Extract the text of every entry below exactly; leave images out.

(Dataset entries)
-.-.-
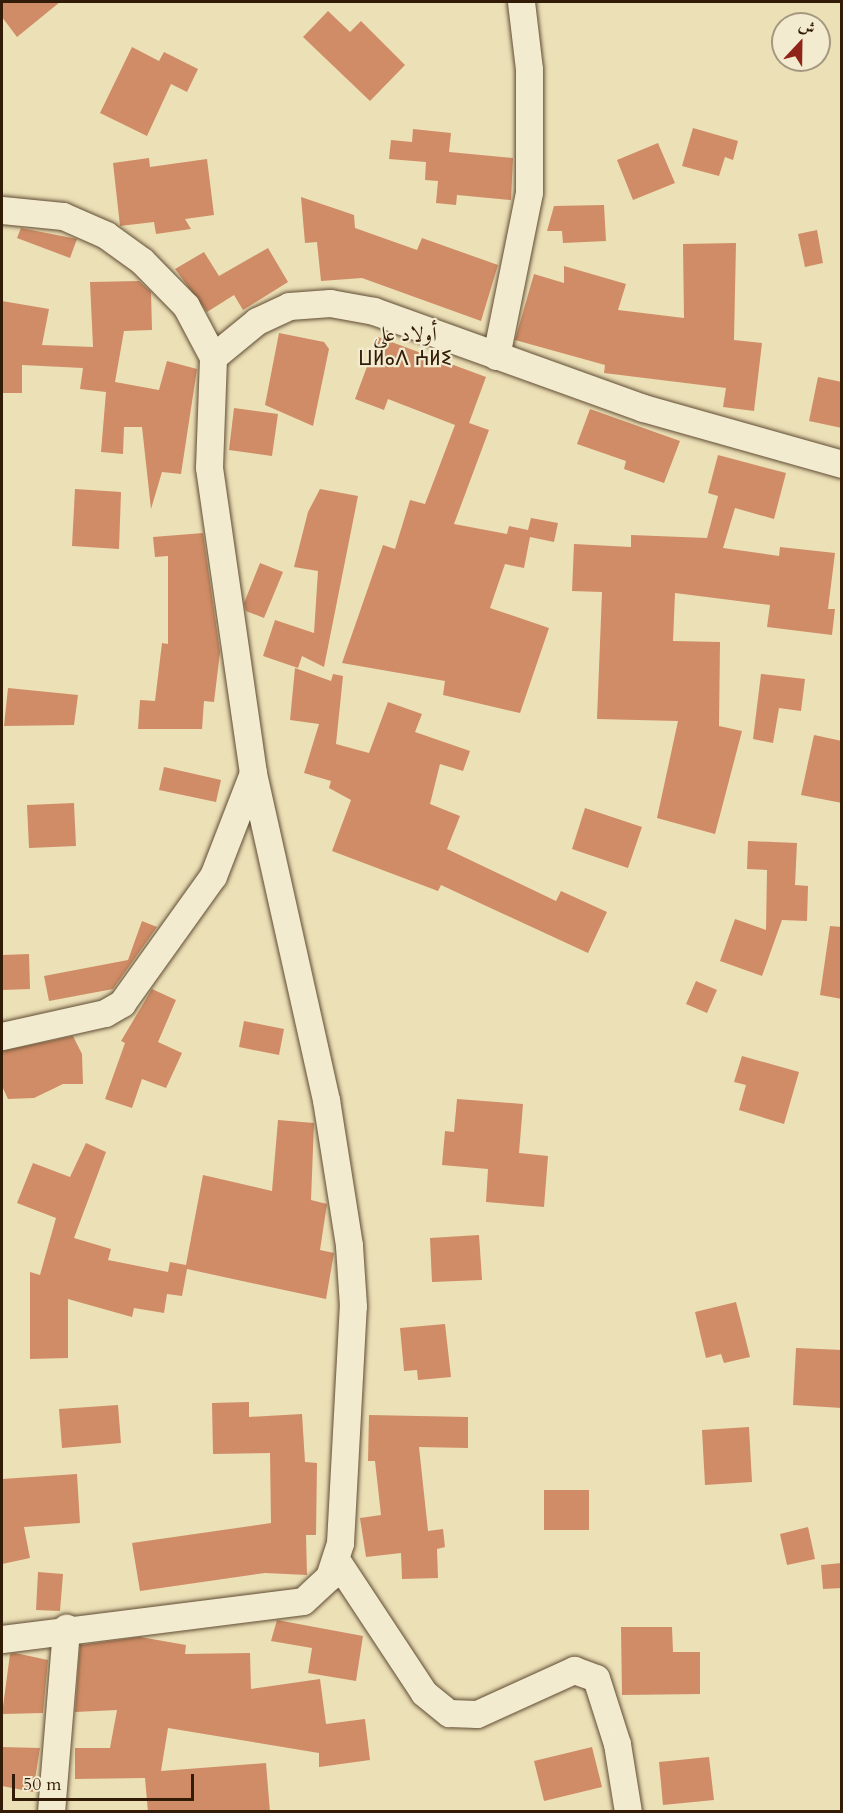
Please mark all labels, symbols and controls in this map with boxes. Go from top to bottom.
north arrow [771,12,831,72]
text: ش [796,14,818,40]
district label: أولاد علي ⵡⵍⴰⴷ ⵄⵍⵉ [358,322,452,372]
scale bar [15,1762,196,1800]
text: 50 m [23,1772,62,1797]

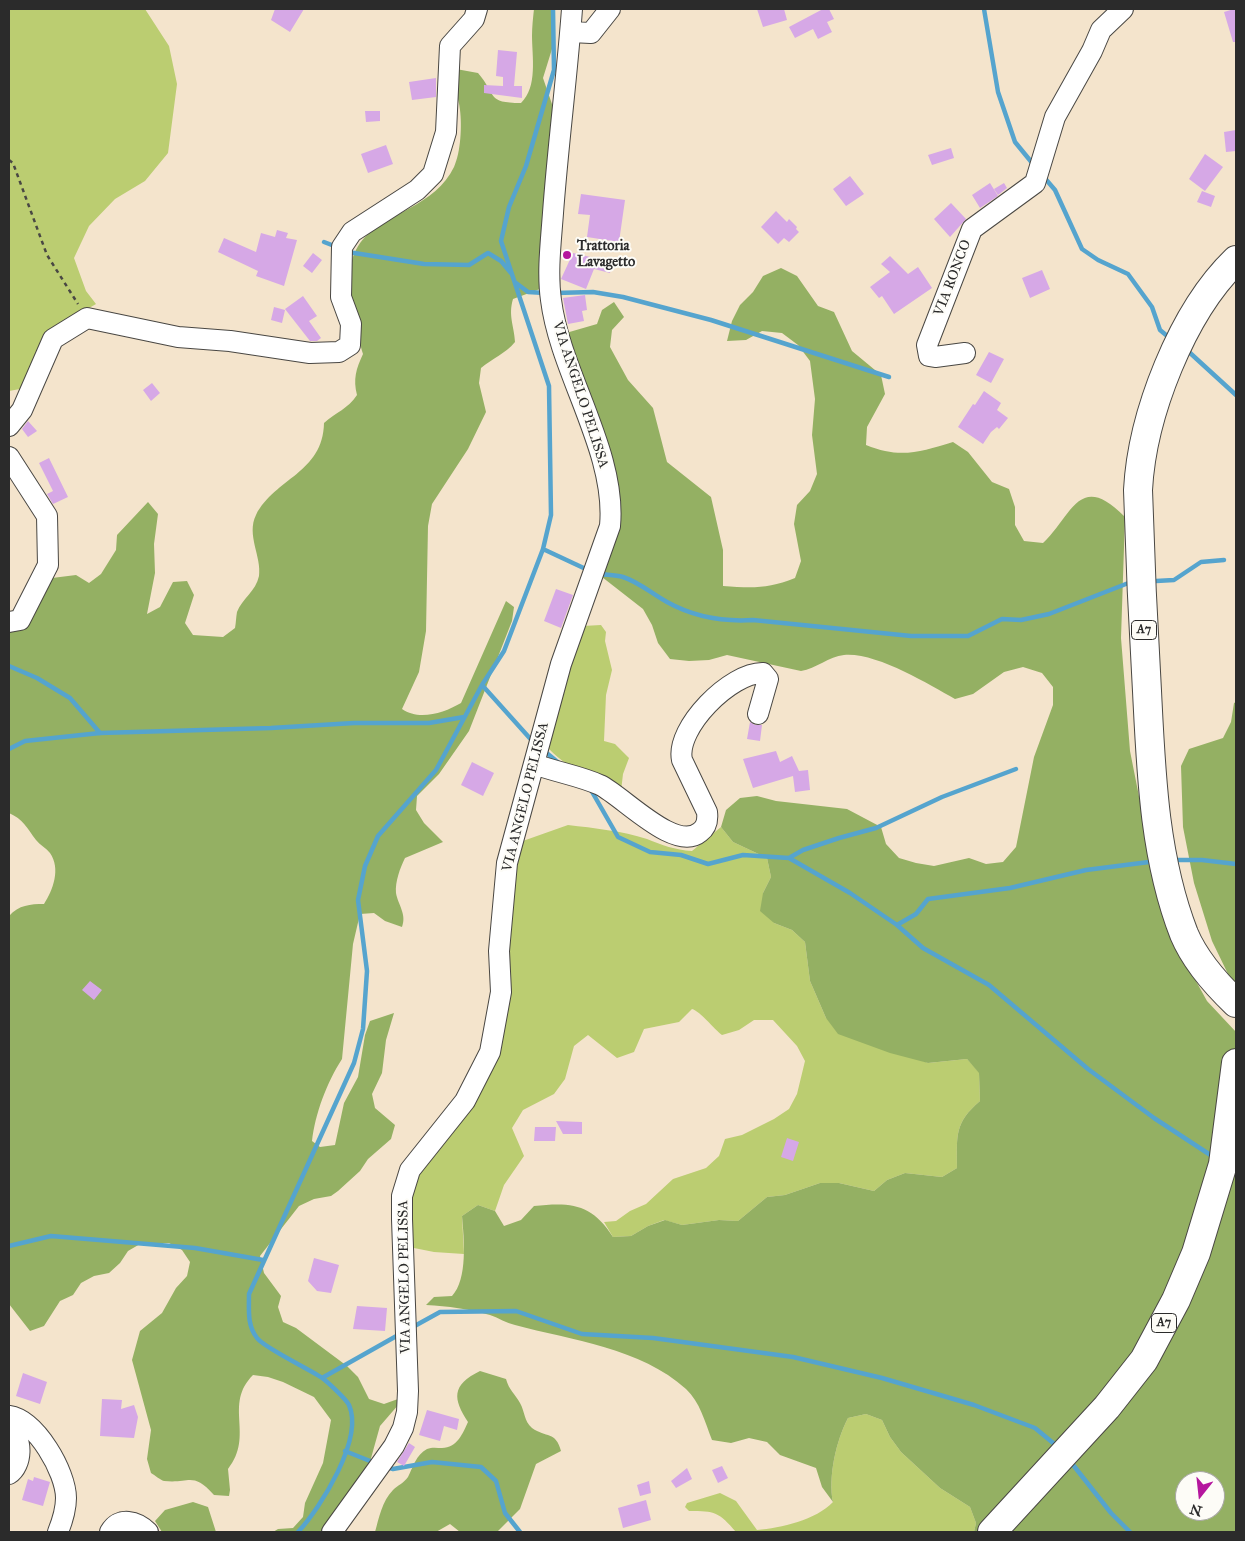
-.-.-
### RESPONSE TO THIS TASK
Please mark all labels, symbols and controls in this map with boxes. Go from top to bottom.
north arrow [771,12,831,72]
text: ش [796,14,818,40]
district label: أولاد علي ⵡⵍⴰⴷ ⵄⵍⵉ [358,322,452,372]
scale bar [15,1762,196,1800]
text: 50 m [23,1772,62,1797]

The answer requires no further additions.